(Saved data entries)
##########

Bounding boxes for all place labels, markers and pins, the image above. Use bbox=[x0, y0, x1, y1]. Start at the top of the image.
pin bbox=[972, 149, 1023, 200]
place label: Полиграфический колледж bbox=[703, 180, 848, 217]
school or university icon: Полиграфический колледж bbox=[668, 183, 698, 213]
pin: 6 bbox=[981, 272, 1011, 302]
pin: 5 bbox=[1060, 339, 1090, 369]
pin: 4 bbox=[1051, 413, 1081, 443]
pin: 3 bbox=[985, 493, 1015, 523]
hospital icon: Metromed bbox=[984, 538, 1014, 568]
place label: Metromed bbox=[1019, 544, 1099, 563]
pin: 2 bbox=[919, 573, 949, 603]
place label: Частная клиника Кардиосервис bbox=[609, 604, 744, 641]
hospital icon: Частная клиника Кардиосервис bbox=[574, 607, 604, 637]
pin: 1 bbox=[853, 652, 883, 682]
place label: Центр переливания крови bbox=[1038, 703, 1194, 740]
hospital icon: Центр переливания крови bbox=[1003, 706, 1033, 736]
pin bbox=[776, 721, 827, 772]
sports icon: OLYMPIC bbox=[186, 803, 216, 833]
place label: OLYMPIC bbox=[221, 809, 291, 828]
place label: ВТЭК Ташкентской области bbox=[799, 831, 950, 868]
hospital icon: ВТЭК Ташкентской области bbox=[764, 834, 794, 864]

##########

= Instructions to follow =
An exact copy of every entry is required.

= Output for this task =
Bounding boxes for all place labels, markers and pins, the image above. Use bbox=[x0, y0, x1, y1]. Start at the top of the image.
pin bbox=[972, 149, 1023, 200]
place label: Полиграфический колледж bbox=[703, 180, 848, 217]
school or university icon: Полиграфический колледж bbox=[668, 183, 698, 213]
pin: 6 bbox=[981, 272, 1011, 302]
pin: 5 bbox=[1060, 339, 1090, 369]
pin: 4 bbox=[1051, 413, 1081, 443]
pin: 3 bbox=[985, 493, 1015, 523]
hospital icon: Metromed bbox=[984, 538, 1014, 568]
place label: Metromed bbox=[1019, 544, 1099, 563]
pin: 2 bbox=[919, 573, 949, 603]
place label: Частная клиника Кардиосервис bbox=[609, 604, 744, 641]
hospital icon: Частная клиника Кардиосервис bbox=[574, 607, 604, 637]
pin: 1 bbox=[853, 652, 883, 682]
place label: Центр переливания крови bbox=[1038, 703, 1194, 740]
hospital icon: Центр переливания крови bbox=[1003, 706, 1033, 736]
pin bbox=[776, 721, 827, 772]
sports icon: OLYMPIC bbox=[186, 803, 216, 833]
place label: OLYMPIC bbox=[221, 809, 291, 828]
place label: ВТЭК Ташкентской области bbox=[799, 831, 950, 868]
hospital icon: ВТЭК Ташкентской области bbox=[764, 834, 794, 864]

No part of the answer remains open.